[Dataset excerpts]
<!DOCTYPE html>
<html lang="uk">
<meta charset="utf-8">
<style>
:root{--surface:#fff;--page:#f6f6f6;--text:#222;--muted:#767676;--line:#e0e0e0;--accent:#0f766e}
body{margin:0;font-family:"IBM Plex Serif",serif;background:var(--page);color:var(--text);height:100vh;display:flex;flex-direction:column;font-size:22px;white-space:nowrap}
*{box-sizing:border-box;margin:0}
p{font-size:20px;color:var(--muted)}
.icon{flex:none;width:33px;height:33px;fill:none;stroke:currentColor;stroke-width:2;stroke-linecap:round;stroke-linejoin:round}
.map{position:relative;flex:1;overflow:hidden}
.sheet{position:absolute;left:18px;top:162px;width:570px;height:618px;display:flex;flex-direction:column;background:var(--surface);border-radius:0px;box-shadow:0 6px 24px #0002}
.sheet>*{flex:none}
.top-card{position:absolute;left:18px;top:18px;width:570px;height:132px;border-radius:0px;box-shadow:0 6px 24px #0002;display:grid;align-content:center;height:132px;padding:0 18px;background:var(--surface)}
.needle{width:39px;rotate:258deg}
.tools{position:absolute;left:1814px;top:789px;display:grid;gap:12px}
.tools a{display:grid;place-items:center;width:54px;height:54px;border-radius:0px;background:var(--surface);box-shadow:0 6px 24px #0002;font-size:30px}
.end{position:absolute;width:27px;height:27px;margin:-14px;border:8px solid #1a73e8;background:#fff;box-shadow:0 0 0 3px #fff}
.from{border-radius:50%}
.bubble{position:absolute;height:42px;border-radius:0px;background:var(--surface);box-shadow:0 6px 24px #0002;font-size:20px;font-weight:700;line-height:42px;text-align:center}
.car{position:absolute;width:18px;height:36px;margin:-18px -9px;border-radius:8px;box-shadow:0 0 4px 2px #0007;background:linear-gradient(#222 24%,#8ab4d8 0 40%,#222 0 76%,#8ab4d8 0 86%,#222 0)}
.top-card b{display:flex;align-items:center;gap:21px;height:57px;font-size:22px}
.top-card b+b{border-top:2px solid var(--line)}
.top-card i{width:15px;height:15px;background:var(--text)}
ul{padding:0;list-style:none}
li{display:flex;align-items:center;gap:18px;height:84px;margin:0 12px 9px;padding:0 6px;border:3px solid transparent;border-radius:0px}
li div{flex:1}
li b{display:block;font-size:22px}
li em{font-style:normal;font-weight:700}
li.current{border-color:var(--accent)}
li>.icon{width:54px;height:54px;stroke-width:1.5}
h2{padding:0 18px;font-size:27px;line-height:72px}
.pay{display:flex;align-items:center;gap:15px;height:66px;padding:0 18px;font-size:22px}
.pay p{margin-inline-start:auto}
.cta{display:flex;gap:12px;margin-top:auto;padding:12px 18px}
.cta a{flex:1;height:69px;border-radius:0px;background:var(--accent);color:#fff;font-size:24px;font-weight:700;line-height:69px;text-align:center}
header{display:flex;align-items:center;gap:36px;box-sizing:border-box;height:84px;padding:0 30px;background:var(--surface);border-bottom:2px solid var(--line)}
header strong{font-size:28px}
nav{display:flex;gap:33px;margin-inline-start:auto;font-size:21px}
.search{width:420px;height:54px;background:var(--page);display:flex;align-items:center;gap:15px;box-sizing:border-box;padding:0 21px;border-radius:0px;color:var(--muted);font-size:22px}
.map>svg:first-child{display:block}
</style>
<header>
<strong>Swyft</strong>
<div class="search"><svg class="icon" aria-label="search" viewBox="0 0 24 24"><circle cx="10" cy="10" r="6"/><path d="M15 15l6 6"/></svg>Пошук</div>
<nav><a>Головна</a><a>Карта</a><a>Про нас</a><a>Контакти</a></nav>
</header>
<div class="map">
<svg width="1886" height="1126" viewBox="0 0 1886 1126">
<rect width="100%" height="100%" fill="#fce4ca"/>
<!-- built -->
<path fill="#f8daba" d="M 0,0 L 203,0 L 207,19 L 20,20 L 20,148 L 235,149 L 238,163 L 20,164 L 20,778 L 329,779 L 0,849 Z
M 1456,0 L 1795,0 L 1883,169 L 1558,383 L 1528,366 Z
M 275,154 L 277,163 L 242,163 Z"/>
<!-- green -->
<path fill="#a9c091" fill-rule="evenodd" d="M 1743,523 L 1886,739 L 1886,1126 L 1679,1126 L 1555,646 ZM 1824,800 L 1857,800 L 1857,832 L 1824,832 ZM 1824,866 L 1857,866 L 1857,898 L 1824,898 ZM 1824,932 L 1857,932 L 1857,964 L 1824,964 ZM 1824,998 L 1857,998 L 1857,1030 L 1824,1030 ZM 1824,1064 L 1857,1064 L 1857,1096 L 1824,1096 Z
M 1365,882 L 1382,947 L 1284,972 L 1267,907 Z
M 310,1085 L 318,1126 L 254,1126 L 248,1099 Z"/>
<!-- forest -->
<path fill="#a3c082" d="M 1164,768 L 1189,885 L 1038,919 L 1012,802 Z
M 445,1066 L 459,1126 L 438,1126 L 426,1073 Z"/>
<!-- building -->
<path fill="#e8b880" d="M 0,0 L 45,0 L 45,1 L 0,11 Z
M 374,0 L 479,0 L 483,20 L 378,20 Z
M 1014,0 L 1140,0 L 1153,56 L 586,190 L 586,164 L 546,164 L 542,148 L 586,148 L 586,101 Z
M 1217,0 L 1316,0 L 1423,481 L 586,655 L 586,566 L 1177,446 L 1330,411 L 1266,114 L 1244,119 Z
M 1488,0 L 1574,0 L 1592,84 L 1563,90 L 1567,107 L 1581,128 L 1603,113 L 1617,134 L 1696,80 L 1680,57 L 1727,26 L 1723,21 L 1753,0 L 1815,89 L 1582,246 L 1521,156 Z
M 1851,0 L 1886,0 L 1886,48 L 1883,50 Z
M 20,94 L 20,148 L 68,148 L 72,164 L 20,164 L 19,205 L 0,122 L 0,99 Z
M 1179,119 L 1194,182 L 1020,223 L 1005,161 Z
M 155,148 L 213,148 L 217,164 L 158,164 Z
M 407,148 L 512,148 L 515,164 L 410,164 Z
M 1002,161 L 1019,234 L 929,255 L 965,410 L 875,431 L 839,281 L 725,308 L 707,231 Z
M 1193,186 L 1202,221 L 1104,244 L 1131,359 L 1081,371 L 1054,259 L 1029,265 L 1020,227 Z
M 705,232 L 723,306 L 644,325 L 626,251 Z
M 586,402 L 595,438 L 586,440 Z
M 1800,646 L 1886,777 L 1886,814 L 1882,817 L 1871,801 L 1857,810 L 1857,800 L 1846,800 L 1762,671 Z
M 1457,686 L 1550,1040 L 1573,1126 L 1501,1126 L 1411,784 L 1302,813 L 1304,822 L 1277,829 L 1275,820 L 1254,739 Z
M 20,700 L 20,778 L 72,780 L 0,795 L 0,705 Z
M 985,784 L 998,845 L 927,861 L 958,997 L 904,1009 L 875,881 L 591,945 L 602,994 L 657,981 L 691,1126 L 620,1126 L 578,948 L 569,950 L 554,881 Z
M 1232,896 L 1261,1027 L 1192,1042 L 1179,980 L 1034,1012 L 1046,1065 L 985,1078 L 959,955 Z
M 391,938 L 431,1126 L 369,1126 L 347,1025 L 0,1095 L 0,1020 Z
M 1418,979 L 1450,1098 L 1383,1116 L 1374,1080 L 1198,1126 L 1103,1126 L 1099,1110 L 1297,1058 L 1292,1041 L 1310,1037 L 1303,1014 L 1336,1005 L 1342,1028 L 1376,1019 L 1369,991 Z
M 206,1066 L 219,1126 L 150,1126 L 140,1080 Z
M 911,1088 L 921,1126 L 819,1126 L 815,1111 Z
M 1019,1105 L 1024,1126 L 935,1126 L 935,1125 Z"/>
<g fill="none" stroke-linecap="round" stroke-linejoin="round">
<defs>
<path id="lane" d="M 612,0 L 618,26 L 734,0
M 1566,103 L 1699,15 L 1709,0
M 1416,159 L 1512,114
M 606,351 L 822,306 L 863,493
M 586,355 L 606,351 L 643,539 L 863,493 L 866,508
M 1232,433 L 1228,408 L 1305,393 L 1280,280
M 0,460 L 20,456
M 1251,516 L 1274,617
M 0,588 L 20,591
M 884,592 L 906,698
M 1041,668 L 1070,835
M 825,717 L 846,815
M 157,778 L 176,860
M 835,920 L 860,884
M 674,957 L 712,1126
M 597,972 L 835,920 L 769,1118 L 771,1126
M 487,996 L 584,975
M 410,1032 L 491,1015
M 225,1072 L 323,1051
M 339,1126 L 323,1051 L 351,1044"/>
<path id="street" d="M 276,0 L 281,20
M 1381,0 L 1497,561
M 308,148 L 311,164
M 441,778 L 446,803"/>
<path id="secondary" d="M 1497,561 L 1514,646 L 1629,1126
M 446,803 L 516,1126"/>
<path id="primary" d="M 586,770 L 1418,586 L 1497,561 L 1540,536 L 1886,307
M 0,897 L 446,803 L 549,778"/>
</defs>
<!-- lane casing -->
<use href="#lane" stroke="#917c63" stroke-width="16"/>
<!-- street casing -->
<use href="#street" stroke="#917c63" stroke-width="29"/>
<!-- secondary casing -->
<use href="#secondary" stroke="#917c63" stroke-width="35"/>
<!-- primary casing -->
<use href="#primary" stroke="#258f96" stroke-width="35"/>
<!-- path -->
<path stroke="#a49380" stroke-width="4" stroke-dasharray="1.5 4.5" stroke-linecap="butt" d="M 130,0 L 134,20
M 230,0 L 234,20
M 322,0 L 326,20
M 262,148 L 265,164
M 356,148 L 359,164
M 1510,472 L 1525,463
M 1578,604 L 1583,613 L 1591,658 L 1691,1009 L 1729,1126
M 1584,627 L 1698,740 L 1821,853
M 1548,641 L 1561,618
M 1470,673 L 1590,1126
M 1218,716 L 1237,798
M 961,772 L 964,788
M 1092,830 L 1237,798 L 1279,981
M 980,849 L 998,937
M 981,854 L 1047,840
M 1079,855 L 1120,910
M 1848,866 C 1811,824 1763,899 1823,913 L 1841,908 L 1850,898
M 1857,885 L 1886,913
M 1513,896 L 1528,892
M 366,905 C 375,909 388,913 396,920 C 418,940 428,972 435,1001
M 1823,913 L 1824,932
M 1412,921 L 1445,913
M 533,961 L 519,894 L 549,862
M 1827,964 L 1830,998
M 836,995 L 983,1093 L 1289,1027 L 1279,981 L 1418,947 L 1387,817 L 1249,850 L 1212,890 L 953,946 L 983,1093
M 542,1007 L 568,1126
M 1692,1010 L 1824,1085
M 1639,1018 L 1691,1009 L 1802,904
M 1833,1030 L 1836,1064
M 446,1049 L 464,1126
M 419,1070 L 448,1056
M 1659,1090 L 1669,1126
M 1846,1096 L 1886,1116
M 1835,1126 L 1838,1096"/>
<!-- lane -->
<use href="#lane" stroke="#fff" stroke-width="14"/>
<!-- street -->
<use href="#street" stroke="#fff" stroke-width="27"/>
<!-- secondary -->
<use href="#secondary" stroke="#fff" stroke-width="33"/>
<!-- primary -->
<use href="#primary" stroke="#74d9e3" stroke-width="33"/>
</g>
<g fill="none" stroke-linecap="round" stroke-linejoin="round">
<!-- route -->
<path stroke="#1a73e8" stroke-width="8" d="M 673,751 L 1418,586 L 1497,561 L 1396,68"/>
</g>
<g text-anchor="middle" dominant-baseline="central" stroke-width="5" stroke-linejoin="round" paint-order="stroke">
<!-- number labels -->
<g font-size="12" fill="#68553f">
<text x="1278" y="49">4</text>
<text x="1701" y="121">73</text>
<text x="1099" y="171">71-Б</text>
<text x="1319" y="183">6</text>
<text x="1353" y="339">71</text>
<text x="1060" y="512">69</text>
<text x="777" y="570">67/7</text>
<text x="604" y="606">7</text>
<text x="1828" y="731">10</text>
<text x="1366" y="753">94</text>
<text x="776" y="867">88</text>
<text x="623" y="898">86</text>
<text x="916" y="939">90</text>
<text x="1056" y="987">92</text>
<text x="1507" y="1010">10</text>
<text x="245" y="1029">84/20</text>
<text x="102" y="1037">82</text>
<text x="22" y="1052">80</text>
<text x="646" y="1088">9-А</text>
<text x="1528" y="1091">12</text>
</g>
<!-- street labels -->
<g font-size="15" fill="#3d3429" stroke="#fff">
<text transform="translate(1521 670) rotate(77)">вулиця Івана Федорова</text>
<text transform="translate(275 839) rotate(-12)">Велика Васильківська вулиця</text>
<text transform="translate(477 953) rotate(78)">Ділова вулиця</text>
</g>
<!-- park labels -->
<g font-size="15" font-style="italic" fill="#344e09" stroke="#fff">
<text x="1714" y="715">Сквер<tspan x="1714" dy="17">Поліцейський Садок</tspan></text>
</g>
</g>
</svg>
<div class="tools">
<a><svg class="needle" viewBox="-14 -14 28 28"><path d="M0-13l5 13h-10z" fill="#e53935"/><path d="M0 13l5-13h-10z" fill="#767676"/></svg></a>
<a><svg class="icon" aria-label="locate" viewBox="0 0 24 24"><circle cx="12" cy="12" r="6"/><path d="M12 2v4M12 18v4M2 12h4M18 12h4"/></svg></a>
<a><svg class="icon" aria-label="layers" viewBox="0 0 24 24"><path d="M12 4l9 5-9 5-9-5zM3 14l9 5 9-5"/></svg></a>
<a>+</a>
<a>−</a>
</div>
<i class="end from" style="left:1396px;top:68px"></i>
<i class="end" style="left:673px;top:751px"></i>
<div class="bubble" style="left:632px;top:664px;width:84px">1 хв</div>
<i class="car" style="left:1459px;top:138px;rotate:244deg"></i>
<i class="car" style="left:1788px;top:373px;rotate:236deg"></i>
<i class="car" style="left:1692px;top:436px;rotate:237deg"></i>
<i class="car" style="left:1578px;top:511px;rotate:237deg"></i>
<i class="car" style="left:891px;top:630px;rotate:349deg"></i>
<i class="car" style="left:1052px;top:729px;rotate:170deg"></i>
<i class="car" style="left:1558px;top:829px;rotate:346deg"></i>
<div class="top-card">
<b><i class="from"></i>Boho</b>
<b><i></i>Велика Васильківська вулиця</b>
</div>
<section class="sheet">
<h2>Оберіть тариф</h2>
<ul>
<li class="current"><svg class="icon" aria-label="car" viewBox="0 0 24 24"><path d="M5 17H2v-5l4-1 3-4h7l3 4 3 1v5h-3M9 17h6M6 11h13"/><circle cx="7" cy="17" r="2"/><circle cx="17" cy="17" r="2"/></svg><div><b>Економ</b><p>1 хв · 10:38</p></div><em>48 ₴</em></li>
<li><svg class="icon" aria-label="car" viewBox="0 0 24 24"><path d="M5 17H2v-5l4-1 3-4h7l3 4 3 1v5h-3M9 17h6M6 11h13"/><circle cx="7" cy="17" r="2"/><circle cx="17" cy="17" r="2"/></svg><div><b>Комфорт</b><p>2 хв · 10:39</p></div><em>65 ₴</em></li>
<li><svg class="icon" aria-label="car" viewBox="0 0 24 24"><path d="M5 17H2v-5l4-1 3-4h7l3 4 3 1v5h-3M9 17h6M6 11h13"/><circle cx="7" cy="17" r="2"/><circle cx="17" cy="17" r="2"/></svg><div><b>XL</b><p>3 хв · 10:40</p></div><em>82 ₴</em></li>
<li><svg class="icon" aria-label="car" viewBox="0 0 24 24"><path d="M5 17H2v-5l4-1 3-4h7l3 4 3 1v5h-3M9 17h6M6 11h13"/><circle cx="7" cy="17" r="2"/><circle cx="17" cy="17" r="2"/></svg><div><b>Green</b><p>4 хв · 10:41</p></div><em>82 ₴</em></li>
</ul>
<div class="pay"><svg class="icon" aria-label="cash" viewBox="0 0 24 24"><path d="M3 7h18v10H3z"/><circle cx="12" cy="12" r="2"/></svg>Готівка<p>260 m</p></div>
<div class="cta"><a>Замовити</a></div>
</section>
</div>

■ Your assignment ■
List, from the entries above, every line in which the word "shadow" shows up.

■ Your response ■
.sheet{position:absolute;left:18px;top:162px;width:570px;height:618px;display:flex;flex-direction:column;background:var(--surface);border-radius:0px;box-shadow:0 6px 24px #0002}
.top-card{position:absolute;left:18px;top:18px;width:570px;height:132px;border-radius:0px;box-shadow:0 6px 24px #0002;display:grid;align-content:center;height:132px;padding:0 18px;background:var(--surface)}
.tools a{display:grid;place-items:center;width:54px;height:54px;border-radius:0px;background:var(--surface);box-shadow:0 6px 24px #0002;font-size:30px}
.end{position:absolute;width:27px;height:27px;margin:-14px;border:8px solid #1a73e8;background:#fff;box-shadow:0 0 0 3px #fff}
.bubble{position:absolute;height:42px;border-radius:0px;background:var(--surface);box-shadow:0 6px 24px #0002;font-size:20px;font-weight:700;line-height:42px;text-align:center}
.car{position:absolute;width:18px;height:36px;margin:-18px -9px;border-radius:8px;box-shadow:0 0 4px 2px #0007;background:linear-gradient(#222 24%,#8ab4d8 0 40%,#222 0 76%,#8ab4d8 0 86%,#222 0)}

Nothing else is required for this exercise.